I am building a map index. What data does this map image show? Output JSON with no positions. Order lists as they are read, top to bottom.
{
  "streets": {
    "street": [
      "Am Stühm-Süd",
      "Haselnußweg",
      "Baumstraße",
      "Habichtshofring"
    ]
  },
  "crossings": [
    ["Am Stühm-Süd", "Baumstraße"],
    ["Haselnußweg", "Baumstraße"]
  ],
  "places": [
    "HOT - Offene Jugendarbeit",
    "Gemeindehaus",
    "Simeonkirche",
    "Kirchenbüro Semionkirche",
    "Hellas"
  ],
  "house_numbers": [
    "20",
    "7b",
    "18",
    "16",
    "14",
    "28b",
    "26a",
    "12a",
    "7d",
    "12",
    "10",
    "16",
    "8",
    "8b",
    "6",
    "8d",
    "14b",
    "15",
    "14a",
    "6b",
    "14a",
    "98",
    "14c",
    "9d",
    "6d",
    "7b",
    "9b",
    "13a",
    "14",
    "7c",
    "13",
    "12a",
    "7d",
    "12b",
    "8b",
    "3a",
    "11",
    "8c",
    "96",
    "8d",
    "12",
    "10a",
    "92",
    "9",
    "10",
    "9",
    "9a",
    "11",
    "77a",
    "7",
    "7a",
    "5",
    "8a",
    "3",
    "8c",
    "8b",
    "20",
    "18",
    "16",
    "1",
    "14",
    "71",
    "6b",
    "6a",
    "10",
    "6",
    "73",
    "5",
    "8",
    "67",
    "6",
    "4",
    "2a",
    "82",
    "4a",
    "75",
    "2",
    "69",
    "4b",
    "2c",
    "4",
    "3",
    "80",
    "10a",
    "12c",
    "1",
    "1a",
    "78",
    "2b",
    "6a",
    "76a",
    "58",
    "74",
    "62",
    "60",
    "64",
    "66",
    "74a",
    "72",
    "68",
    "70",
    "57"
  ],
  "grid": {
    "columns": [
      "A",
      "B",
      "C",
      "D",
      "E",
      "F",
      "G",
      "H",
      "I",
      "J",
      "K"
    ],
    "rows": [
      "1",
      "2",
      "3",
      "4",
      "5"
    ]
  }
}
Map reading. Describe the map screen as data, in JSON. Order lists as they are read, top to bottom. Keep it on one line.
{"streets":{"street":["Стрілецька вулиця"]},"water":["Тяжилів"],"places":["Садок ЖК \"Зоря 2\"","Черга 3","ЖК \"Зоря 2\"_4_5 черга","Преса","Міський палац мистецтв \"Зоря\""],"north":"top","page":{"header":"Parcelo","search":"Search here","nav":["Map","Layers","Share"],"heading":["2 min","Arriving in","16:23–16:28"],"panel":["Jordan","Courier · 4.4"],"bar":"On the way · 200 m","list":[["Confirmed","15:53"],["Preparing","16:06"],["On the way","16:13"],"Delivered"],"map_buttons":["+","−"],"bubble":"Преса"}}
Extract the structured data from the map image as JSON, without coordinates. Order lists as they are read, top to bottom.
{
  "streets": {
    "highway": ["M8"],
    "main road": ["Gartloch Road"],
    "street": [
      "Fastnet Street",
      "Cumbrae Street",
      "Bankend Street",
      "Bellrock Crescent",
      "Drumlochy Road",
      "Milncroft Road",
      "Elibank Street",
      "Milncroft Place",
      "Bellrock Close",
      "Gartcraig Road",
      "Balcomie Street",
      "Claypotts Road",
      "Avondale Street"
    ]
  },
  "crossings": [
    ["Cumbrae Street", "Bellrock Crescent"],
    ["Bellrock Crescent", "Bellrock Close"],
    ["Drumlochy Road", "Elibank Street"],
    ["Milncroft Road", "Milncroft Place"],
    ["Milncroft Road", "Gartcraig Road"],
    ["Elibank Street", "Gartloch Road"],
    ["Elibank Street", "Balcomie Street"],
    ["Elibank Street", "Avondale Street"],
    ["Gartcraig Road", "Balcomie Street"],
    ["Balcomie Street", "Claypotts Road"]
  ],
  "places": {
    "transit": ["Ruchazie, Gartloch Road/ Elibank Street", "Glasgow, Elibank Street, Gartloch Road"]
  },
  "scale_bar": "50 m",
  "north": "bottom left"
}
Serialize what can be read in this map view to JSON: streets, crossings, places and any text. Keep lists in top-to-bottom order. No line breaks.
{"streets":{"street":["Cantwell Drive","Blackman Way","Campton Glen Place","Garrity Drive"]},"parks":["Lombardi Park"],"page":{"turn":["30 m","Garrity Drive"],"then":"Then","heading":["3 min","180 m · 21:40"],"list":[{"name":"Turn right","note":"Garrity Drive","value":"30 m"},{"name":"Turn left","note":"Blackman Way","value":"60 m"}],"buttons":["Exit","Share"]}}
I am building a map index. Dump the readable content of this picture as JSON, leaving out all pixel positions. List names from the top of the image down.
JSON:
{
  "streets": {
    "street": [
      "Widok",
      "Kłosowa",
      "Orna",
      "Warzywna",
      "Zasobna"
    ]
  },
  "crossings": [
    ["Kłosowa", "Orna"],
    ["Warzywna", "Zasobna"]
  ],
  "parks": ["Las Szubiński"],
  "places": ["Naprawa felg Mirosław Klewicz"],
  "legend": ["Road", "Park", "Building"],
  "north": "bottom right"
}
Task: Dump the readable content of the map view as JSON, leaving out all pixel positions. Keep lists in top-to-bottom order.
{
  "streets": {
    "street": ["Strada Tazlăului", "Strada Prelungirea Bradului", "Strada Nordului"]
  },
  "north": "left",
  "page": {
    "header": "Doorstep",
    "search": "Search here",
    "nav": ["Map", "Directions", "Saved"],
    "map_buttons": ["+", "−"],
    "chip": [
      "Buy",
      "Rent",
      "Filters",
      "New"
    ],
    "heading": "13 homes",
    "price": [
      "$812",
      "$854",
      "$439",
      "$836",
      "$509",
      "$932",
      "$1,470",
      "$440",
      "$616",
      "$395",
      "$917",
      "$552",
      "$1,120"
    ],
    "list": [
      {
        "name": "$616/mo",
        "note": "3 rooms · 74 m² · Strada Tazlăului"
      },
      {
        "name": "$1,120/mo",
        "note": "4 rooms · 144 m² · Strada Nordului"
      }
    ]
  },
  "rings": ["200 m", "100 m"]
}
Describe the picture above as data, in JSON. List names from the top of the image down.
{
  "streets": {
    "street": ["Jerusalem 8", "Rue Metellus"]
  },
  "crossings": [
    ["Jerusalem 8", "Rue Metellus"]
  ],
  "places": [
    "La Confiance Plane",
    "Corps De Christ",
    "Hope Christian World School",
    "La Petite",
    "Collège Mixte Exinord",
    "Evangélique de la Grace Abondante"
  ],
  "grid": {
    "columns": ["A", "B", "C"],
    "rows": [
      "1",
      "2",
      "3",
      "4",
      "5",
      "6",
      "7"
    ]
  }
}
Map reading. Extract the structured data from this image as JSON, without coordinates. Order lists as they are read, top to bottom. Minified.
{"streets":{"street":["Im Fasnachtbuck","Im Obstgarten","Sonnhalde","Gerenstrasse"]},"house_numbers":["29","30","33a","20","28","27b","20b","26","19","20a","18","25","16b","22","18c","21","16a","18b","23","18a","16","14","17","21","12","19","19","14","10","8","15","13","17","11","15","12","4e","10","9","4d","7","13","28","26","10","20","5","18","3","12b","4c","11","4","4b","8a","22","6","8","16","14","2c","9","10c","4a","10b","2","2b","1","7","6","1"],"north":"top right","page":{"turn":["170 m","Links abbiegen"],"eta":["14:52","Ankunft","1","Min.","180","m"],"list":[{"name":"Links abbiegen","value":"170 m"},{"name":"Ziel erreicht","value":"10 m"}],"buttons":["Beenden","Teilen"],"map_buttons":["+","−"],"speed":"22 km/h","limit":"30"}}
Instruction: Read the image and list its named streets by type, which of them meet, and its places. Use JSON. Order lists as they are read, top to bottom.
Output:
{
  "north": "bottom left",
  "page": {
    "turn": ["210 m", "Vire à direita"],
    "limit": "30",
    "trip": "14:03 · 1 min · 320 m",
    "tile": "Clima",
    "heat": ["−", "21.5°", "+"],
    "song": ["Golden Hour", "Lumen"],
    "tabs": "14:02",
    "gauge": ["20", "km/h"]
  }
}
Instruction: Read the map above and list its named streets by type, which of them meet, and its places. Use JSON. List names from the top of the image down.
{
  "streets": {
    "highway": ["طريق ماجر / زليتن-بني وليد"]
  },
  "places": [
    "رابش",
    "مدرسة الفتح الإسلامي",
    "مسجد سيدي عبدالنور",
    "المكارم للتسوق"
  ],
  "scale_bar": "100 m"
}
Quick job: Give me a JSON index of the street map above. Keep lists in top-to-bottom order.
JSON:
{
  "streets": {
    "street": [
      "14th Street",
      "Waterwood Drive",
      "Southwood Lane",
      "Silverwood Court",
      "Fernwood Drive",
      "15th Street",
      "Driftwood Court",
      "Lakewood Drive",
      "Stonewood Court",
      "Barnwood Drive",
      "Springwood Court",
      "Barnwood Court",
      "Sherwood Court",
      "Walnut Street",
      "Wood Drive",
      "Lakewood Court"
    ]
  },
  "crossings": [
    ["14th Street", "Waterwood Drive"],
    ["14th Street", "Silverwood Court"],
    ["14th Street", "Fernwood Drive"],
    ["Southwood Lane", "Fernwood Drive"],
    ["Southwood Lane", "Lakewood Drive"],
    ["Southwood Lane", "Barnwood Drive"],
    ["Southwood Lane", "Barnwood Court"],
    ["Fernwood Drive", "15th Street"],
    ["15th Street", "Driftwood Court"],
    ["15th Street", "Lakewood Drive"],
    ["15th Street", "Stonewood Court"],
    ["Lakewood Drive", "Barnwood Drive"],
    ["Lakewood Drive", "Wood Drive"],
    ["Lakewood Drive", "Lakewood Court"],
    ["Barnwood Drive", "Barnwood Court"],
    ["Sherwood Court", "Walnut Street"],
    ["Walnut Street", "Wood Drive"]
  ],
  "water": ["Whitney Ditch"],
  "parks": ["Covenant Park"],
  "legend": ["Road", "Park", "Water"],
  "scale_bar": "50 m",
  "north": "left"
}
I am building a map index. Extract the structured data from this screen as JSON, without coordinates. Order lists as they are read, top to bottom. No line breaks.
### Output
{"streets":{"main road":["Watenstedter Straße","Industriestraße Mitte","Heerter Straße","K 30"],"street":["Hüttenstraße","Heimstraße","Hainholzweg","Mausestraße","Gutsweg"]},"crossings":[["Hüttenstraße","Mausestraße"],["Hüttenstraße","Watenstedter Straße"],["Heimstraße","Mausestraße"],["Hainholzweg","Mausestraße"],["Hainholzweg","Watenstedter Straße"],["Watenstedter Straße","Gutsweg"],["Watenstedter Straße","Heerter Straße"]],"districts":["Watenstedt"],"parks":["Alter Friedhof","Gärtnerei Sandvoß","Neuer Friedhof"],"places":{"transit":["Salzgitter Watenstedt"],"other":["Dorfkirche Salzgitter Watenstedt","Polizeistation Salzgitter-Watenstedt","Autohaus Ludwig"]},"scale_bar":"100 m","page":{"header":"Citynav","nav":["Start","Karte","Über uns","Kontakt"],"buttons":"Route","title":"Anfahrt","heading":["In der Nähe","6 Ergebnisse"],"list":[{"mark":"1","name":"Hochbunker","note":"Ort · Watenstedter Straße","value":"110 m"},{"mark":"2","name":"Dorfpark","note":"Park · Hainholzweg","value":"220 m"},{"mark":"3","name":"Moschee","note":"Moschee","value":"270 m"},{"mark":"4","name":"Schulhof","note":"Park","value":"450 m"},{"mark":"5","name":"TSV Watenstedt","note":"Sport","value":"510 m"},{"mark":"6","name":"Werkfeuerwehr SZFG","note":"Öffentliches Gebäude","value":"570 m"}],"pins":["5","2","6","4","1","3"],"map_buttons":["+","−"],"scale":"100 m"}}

------------------------------

Directions: Copy the entries above exactly, but only from the line holding "Instruction: Read the map" through the line holding "Quick job: Give", both included.

Solution to this problem:
Instruction: Read the map above and list its named streets by type, which of them meet, and its places. Use JSON. List names from the top of the image down.
{
  "streets": {
    "highway": ["طريق ماجر / زليتن-بني وليد"]
  },
  "places": [
    "رابش",
    "مدرسة الفتح الإسلامي",
    "مسجد سيدي عبدالنور",
    "المكارم للتسوق"
  ],
  "scale_bar": "100 m"
}
Quick job: Give me a JSON index of the street map above. Keep lists in top-to-bottom order.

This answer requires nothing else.